Le seconde debbono invece intendersi sì coerenti ai principi di legge generali
ma estranee a norme mirate del Legislatore o ad accordi tra le parti, e pertanto
escluse dalla valutazione ai sensi del comma 2 dell'art.63.
Se
ad una interpretazione letterale della norma non sembra sorgere alcun dubbio
applicativo sull'esclusione dal calcolo delle rimanenze finali delle
maggiorazioni avanzate unilateralmente dall'appaltatore, al contrario prassi e
giurisprudenza non hanno coerentemente argomentato nel tempo a favore di tale
tesi.
Si
è infatti da più parti ritenuto che le "riserve" potessero in qualche
modo essere formulate in quanto maggior importi dovuti sulla base dell'originario
rapporto tra le parti - che ha per oggetto la realizzazione dell'opera-, quindi
come compensi ulteriori legati a clausole contrattuali, ammettendo così
l'inserimento delle medesime ai fini della valutazione delle rimanenze.
In
questo senso si sono espressi sia il Ministero delle Finanze con la Circolare
22 settembre 1982, n.36 che i giudici tributari, per esempio, con la Sent. 26
giugno 1990 n.8599 della Comm.
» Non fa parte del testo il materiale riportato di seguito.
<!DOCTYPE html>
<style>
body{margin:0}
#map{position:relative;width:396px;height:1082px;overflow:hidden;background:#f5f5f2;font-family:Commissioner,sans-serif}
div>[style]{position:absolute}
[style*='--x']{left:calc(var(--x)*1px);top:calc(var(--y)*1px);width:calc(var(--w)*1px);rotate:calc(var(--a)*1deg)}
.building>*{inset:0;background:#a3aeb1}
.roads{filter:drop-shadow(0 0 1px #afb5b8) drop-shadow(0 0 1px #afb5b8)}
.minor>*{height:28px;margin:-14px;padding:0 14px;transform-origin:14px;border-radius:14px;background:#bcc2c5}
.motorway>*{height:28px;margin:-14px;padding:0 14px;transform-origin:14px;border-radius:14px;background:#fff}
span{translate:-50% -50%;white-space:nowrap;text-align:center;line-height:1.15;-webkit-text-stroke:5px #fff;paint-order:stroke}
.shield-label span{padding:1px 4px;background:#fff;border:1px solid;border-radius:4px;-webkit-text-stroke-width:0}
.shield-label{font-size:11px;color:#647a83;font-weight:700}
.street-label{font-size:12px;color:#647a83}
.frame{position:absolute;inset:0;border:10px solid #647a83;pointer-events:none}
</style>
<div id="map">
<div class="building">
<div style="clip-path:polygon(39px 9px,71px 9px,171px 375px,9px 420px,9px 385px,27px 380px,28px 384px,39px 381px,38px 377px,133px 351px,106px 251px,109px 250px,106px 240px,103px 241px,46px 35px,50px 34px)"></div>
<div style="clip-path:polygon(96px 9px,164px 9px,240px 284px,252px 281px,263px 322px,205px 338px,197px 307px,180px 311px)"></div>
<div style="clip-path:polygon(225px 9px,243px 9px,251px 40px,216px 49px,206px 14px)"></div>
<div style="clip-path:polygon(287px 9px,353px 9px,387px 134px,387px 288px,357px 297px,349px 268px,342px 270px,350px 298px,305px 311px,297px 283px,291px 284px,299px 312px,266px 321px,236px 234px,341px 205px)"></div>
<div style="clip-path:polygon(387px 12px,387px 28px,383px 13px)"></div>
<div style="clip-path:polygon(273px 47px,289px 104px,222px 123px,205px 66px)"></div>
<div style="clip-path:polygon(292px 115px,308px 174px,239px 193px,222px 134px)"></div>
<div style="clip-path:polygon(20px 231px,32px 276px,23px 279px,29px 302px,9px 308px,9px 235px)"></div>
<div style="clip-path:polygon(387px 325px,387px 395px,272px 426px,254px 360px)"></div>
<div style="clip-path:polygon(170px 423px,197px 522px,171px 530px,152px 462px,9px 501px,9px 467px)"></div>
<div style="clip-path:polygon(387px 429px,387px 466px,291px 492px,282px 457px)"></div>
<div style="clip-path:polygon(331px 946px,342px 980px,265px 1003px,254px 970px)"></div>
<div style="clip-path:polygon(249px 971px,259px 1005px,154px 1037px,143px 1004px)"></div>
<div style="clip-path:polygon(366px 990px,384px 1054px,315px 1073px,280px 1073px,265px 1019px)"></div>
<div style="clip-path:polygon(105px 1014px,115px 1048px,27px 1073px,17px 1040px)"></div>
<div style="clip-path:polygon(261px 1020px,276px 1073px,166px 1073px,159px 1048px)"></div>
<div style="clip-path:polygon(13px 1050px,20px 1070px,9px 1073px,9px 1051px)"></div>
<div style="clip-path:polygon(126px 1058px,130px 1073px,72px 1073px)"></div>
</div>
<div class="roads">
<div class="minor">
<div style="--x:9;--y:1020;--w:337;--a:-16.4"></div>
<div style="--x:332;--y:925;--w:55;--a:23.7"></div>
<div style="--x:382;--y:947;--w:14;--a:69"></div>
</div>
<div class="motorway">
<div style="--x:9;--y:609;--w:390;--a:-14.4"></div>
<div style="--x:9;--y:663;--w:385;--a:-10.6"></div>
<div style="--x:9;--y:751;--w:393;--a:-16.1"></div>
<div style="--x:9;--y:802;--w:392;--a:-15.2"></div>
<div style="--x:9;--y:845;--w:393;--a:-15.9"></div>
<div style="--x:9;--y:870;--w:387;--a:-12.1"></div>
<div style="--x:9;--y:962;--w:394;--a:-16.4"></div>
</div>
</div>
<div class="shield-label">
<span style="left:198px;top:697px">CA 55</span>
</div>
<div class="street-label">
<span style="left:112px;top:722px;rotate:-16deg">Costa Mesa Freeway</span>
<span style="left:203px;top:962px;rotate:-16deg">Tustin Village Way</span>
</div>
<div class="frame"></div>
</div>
Trib. Di Milano.
Il
pronunciamento della Cassazione ristabilisce dunque chiarezza sul tema in
oggetto e fissa il principio secondo il quale tali "riserve" di
rivalutazione dei prezzi non rilevano ai fini della valutazione delle rimanenze
finali, nelle opere di durata ultrannuale, quando queste costituiscano mere
pretese avanzate dall'appaltatore le quali assumeranno rilevanza agli effetti
fiscali solo se e quando saranno accettate dal committente.
La
Sentenza si segnala altresì per alcuni importanti principi in materia di
valutazione e gestione delle rimanenze. Il Giudice infatti nella fattispecie
accoglie i motivi di ricorso dell'Amministrazione Finanziaria contro la società
resistente che, negli esercizi di esecuzione dell'opera, aveva operato
valutazioni dei lavori in corso, in misura superiore rispetto ai corrispettivi
pattuiti e maturati con il committente.
La
tesi adottata comporta pertanto l'irrilevanza sia dell'assoggettamento ad
imposizione di redditi più elevati, corrispondenti al maggior incremento delle
rimanenze, operato negli anni di esecuzione della commessa, sia l'irrilevanza
dell'emersione della perdita corrispondente ai maggior compensi attesi ma non
riconosciuti, nell'esercizio di ultimazione della commessa. A questo proposito
il Giudice ribadisce che le perdite che si verificano nel corso dell'esecuzione
dei lavori debbono gravare sul reddito dell'esercizio in cui si realizzano e
non possono essere trasferite negli esercizi successivi, non essendo questa una
facoltà del contribuente che altresì altererebbe la determinazione del proprio
reddito ai fini impositivi.
La
Corte nega inoltre che il dettato dell'art.63 possa in alcun modo intendersi
come limite minimo di valutazione delle rimanenze, non lasciando pertanto al
contribuente possibilità di sopravalutare la suddetta posta di bilancio, senza
fondamento giuridico o contrattuale.
La
Sentenza di cui trattasi fornisce anche ulteriori elementi in tema di autonomia
del periodo d'imposta, affermando che l'Amministrazione Finanziaria può
rettificare poste di bilancio, con riferimento ad uno specifico periodo
d'imposta, senza che ciò abbia riflessi sulle determinazioni di bilancio di
altri esercizi. Il contribuente eccepiva infatti che le constatazioni
dell'Ufficio Imposte si riferissero solo alle rimanenze finali di un esercizio
e non alle esistenze iniziali dell'esercizio successivo.